Myanmar faces ongoing challenges in biosecurity
The resolutions, passed in Dec. 2014 and July 2015, respectively, show Myanmar’s commitment to moving away from creating, storing and using biological agents and weapons. This step forward in public policy improves Myanmar’s biosecurity: agents and toxins that are not present cannot be stolen, transported, developed or weaponized, Wai said in a Center for Strategic and International Studies publication.
The high infectious disease rate in the Southeast Asian nation makes the BTWC and CWC ratifications more significant, as they show recognition of Myanmar's condition, in addition to a willingness to protect itself and the region from additional biological damage, Wai said.
Myanmar’s prevalence of communicable disease -- one of the highest in Asia -- results from the burden of malaria, with an estimated 680,000 to 1.9 million cases in 2013, according to the World Health Organization (WHO). Add to this statistic the effect and presence of HIV, tuberculosis and drug-resistant strains of malaria, and Myanmar, from a public health standpoint, is a weakened and susceptible region.

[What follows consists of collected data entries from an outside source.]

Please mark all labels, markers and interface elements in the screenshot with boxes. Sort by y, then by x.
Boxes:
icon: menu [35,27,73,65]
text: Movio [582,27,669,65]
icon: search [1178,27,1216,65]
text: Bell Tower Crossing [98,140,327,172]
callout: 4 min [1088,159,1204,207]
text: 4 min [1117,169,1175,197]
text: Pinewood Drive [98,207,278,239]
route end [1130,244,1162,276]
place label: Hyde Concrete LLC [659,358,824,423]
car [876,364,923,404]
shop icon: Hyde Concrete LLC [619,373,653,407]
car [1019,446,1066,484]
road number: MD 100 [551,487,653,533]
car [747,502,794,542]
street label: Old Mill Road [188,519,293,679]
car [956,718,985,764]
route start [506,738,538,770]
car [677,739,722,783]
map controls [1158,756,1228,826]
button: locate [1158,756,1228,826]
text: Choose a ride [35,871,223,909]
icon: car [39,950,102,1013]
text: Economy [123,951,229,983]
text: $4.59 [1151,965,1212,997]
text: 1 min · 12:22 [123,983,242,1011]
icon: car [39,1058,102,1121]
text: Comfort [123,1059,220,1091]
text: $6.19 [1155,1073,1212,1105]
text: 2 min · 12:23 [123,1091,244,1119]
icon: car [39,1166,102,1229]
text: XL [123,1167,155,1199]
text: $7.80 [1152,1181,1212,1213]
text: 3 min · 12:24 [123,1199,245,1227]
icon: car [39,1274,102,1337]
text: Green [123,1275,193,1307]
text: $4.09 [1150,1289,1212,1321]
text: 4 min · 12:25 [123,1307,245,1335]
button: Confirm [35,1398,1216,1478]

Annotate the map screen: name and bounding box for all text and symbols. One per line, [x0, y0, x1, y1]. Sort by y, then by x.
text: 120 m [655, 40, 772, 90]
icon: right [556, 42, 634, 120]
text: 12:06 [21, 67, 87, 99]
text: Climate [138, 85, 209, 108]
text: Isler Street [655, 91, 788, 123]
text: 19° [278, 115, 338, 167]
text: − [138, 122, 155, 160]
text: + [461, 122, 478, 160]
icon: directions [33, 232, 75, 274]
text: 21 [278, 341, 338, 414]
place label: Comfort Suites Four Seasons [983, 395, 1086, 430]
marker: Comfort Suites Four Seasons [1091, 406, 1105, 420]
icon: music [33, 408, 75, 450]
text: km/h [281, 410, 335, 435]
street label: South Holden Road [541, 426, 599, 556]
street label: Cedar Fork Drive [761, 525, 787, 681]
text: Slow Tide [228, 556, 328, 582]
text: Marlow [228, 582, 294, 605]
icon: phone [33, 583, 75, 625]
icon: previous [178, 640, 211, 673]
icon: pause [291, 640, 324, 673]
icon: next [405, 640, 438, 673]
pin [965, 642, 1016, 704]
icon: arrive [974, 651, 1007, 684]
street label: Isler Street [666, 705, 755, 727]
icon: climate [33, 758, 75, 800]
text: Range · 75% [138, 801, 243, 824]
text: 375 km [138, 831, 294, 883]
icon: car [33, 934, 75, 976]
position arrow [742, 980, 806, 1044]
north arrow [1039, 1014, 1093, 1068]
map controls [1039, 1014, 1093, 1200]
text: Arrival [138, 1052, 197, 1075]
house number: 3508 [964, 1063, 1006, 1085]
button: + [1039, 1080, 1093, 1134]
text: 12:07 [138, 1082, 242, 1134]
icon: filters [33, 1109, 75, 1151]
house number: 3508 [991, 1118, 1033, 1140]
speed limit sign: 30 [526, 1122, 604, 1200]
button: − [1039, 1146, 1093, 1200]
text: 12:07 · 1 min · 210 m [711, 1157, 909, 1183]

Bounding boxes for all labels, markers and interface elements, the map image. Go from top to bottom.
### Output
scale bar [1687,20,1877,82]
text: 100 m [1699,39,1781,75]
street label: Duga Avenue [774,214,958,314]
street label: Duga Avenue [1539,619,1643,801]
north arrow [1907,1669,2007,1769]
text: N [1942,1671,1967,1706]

Problems remain for Myanmar, however, when the underfunded and understaffed public health system is closely scrutinized.
Wai noted that many in Myanmar are without access to regular care and care that is received is lacking in skill and timeliness.
The state of Myanmar’s health system leaves it poorly positioned to respond to a public health crisis, such as that posed by a bio-terror attack. This susceptibility can be improved with additional funding and resources for the public health sector, Wai said, but until this happens, implemented security measures within the BTWC and CWC must suffice.